[Start of section]
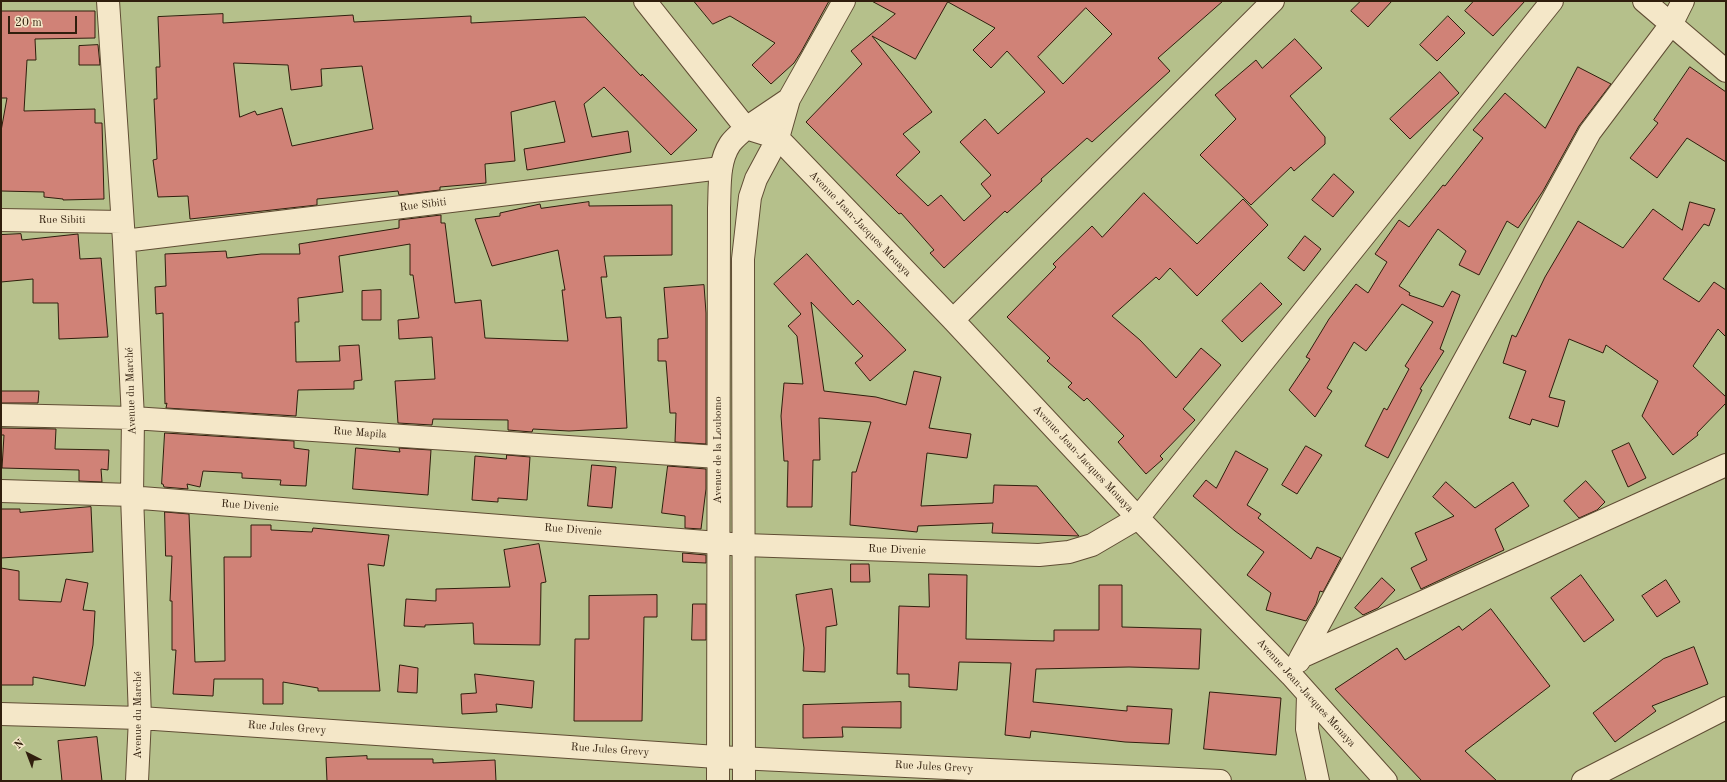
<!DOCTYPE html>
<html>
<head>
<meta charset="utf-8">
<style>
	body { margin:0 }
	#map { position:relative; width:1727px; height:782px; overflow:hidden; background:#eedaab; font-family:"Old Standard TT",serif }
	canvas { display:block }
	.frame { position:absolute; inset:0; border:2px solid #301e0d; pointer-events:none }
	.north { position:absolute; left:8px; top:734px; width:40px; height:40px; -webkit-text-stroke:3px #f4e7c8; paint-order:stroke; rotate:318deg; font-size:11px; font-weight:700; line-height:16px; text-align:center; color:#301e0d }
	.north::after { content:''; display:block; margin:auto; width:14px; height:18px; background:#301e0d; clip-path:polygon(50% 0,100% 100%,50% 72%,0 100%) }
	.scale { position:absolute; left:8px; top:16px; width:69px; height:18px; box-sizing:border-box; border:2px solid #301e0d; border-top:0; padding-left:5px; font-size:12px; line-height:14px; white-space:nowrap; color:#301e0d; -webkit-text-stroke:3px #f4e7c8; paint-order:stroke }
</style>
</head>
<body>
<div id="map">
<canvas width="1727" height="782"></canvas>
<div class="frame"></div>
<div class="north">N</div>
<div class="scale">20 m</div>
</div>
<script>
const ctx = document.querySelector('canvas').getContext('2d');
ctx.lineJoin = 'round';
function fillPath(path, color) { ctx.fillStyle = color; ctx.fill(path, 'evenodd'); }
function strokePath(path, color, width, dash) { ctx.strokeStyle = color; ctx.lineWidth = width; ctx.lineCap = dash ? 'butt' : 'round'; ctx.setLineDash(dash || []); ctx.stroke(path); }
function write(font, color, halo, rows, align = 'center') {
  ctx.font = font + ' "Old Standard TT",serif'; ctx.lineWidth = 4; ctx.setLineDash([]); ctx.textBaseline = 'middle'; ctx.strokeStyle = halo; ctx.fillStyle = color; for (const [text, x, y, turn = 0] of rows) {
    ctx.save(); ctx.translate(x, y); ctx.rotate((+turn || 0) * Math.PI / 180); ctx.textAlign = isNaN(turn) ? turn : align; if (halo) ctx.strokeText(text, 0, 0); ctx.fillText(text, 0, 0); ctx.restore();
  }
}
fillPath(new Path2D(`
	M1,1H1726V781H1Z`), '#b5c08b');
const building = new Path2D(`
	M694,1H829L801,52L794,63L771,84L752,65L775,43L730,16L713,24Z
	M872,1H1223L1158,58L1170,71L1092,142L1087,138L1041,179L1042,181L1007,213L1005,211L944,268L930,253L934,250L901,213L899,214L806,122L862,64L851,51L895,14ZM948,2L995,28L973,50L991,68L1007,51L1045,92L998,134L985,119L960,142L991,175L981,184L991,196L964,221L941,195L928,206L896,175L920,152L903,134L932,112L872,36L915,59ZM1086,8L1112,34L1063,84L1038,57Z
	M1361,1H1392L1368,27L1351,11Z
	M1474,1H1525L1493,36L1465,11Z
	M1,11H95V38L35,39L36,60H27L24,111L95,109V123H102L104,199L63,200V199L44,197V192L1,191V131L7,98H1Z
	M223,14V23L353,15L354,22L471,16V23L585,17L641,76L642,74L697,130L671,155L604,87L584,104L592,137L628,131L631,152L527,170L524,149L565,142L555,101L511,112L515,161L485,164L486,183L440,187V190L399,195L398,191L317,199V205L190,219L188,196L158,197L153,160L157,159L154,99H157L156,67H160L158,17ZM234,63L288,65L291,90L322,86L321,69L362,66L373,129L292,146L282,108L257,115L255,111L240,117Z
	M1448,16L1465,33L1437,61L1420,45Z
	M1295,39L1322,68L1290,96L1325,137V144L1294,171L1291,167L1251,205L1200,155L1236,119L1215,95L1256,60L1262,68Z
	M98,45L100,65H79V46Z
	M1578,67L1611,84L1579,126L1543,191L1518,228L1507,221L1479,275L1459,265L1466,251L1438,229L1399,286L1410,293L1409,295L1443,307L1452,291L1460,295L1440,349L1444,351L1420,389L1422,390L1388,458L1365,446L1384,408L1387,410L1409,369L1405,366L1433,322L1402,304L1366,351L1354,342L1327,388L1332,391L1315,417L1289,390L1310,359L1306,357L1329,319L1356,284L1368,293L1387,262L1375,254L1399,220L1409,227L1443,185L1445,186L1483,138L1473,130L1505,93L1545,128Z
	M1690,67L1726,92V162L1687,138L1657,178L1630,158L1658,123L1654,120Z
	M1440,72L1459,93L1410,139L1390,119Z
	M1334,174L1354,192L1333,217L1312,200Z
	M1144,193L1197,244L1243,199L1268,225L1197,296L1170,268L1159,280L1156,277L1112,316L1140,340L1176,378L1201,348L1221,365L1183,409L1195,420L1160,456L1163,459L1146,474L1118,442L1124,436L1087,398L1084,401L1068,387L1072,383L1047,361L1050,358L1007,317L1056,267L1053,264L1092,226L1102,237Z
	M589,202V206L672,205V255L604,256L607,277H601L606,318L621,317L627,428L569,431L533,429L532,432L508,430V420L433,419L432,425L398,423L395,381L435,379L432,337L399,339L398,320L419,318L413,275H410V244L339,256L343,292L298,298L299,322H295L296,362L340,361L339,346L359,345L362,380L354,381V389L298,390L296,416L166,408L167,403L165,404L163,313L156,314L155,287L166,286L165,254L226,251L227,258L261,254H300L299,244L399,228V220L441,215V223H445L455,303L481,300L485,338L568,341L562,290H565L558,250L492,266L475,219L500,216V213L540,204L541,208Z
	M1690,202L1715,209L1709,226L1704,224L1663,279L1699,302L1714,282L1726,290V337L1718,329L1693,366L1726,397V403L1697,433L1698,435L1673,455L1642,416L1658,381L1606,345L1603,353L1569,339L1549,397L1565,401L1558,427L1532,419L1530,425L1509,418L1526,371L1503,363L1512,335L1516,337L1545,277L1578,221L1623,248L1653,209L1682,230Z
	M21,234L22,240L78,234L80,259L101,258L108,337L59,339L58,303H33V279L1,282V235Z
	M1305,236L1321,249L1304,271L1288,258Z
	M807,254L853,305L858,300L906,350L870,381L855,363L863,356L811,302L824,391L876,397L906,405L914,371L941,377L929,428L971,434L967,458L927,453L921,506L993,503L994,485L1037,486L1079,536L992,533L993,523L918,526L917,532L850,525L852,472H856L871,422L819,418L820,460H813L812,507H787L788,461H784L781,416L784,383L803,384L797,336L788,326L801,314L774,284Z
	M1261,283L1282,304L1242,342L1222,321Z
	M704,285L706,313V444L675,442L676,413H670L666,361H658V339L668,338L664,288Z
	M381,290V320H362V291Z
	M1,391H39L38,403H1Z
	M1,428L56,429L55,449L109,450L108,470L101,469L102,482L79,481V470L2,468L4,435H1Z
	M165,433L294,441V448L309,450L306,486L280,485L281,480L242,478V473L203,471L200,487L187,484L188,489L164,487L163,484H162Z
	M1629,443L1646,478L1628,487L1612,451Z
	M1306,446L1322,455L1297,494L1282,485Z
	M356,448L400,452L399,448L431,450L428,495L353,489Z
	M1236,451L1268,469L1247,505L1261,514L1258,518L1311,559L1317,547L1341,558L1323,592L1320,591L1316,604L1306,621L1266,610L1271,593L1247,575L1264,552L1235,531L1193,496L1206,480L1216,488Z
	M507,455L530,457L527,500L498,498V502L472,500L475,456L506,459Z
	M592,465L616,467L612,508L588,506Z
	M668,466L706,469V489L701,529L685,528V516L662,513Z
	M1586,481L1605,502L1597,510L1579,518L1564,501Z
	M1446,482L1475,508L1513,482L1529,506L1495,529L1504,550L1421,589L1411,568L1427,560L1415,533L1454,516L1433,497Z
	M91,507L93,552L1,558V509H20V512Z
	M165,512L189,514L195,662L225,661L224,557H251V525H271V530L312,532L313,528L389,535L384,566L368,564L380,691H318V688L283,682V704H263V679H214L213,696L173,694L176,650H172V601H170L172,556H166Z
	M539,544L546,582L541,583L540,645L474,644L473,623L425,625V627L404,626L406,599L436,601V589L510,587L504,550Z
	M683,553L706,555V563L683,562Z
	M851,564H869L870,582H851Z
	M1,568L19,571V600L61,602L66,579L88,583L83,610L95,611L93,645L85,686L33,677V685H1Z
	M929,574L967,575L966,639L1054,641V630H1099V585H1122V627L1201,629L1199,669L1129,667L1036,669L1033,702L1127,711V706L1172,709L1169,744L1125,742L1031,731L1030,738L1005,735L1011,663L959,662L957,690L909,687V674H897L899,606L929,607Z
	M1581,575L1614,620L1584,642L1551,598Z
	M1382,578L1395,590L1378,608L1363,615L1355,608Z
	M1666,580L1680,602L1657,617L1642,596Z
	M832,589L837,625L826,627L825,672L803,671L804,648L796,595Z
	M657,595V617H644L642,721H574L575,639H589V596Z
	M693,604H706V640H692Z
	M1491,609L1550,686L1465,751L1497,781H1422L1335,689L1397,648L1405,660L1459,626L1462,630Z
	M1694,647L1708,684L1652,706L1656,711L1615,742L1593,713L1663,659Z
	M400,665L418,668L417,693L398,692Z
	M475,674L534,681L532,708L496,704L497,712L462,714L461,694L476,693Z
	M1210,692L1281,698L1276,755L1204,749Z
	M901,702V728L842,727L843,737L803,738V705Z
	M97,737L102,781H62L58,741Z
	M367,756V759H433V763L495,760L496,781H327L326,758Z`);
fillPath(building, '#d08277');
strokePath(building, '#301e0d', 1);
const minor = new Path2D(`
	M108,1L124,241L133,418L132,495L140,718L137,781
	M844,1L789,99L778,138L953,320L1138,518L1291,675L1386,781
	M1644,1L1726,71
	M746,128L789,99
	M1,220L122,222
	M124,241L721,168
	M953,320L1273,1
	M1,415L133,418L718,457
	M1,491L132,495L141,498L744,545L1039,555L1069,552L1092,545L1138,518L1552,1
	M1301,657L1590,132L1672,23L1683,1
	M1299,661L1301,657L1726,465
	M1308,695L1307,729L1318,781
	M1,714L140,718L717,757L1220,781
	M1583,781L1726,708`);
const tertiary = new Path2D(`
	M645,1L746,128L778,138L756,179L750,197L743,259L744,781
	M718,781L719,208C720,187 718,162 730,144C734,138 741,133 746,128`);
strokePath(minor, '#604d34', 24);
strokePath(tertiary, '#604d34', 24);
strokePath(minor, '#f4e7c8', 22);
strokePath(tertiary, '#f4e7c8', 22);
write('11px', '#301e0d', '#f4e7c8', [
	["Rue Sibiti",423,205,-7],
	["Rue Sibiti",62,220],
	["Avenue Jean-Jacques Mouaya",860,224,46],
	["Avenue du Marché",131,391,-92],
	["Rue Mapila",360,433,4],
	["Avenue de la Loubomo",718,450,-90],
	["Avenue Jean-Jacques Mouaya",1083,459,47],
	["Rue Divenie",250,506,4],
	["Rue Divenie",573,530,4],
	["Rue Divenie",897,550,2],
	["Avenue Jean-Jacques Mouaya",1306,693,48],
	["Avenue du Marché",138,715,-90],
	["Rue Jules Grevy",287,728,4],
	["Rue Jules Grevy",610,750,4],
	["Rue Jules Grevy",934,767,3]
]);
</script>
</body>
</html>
[End of section]
Aim of the task = For the word "strokeStyle", go through the records and show each line that carries it.

Reply =
function strokePath(path, color, width, dash) { ctx.strokeStyle = color; ctx.lineWidth = width; ctx.lineCap = dash ? 'butt' : 'round'; ctx.setLineDash(dash || []); ctx.stroke(path); }
  ctx.font = font + ' "Old Standard TT",serif'; ctx.lineWidth = 4; ctx.setLineDash([]); ctx.textBaseline = 'middle'; ctx.strokeStyle = halo; ctx.fillStyle = color; for (const [text, x, y, turn = 0] of rows) {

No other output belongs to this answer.